Source data: Begin

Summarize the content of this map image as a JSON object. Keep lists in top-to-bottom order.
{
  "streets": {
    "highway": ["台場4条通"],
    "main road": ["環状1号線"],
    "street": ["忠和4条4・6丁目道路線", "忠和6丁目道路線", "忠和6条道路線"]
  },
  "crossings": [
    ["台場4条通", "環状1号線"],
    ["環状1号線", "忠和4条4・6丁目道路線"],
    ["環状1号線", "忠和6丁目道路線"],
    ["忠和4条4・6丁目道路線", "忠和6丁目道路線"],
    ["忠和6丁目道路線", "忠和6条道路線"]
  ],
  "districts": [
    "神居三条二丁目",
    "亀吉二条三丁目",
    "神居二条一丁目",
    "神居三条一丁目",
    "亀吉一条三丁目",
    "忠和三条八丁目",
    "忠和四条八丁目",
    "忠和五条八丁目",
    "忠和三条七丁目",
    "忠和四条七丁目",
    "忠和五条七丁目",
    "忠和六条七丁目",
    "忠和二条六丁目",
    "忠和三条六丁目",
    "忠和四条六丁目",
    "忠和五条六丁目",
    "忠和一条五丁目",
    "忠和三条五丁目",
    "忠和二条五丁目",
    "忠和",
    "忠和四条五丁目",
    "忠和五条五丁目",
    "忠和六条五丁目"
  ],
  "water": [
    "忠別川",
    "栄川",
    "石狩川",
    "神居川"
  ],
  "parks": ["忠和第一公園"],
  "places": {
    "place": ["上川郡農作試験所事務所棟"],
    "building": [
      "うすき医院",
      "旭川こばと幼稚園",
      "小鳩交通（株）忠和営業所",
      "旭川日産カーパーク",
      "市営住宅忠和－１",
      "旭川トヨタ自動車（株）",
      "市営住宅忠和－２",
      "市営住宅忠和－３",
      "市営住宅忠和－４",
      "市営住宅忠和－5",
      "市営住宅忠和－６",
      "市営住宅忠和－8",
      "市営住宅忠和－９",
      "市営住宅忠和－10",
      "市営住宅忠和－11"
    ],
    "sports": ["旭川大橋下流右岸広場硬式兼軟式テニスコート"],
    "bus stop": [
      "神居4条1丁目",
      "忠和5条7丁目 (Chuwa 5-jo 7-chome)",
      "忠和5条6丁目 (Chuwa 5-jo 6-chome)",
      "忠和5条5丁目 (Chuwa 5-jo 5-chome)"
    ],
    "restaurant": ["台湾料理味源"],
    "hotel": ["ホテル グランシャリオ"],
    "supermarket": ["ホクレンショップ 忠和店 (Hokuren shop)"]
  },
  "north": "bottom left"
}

Source data: End

_Problem_:
Transcribe all entries exactly as they appear above.

_Output for this task_:
Summarize the content of this map image as a JSON object. Keep lists in top-to-bottom order.
{
  "streets": {
    "highway": ["台場4条通"],
    "main road": ["環状1号線"],
    "street": ["忠和4条4・6丁目道路線", "忠和6丁目道路線", "忠和6条道路線"]
  },
  "crossings": [
    ["台場4条通", "環状1号線"],
    ["環状1号線", "忠和4条4・6丁目道路線"],
    ["環状1号線", "忠和6丁目道路線"],
    ["忠和4条4・6丁目道路線", "忠和6丁目道路線"],
    ["忠和6丁目道路線", "忠和6条道路線"]
  ],
  "districts": [
    "神居三条二丁目",
    "亀吉二条三丁目",
    "神居二条一丁目",
    "神居三条一丁目",
    "亀吉一条三丁目",
    "忠和三条八丁目",
    "忠和四条八丁目",
    "忠和五条八丁目",
    "忠和三条七丁目",
    "忠和四条七丁目",
    "忠和五条七丁目",
    "忠和六条七丁目",
    "忠和二条六丁目",
    "忠和三条六丁目",
    "忠和四条六丁目",
    "忠和五条六丁目",
    "忠和一条五丁目",
    "忠和三条五丁目",
    "忠和二条五丁目",
    "忠和",
    "忠和四条五丁目",
    "忠和五条五丁目",
    "忠和六条五丁目"
  ],
  "water": [
    "忠別川",
    "栄川",
    "石狩川",
    "神居川"
  ],
  "parks": ["忠和第一公園"],
  "places": {
    "place": ["上川郡農作試験所事務所棟"],
    "building": [
      "うすき医院",
      "旭川こばと幼稚園",
      "小鳩交通（株）忠和営業所",
      "旭川日産カーパーク",
      "市営住宅忠和－１",
      "旭川トヨタ自動車（株）",
      "市営住宅忠和－２",
      "市営住宅忠和－３",
      "市営住宅忠和－４",
      "市営住宅忠和－5",
      "市営住宅忠和－６",
      "市営住宅忠和－8",
      "市営住宅忠和－９",
      "市営住宅忠和－10",
      "市営住宅忠和－11"
    ],
    "sports": ["旭川大橋下流右岸広場硬式兼軟式テニスコート"],
    "bus stop": [
      "神居4条1丁目",
      "忠和5条7丁目 (Chuwa 5-jo 7-chome)",
      "忠和5条6丁目 (Chuwa 5-jo 6-chome)",
      "忠和5条5丁目 (Chuwa 5-jo 5-chome)"
    ],
    "restaurant": ["台湾料理味源"],
    "hotel": ["ホテル グランシャリオ"],
    "supermarket": ["ホクレンショップ 忠和店 (Hokuren shop)"]
  },
  "north": "bottom left"
}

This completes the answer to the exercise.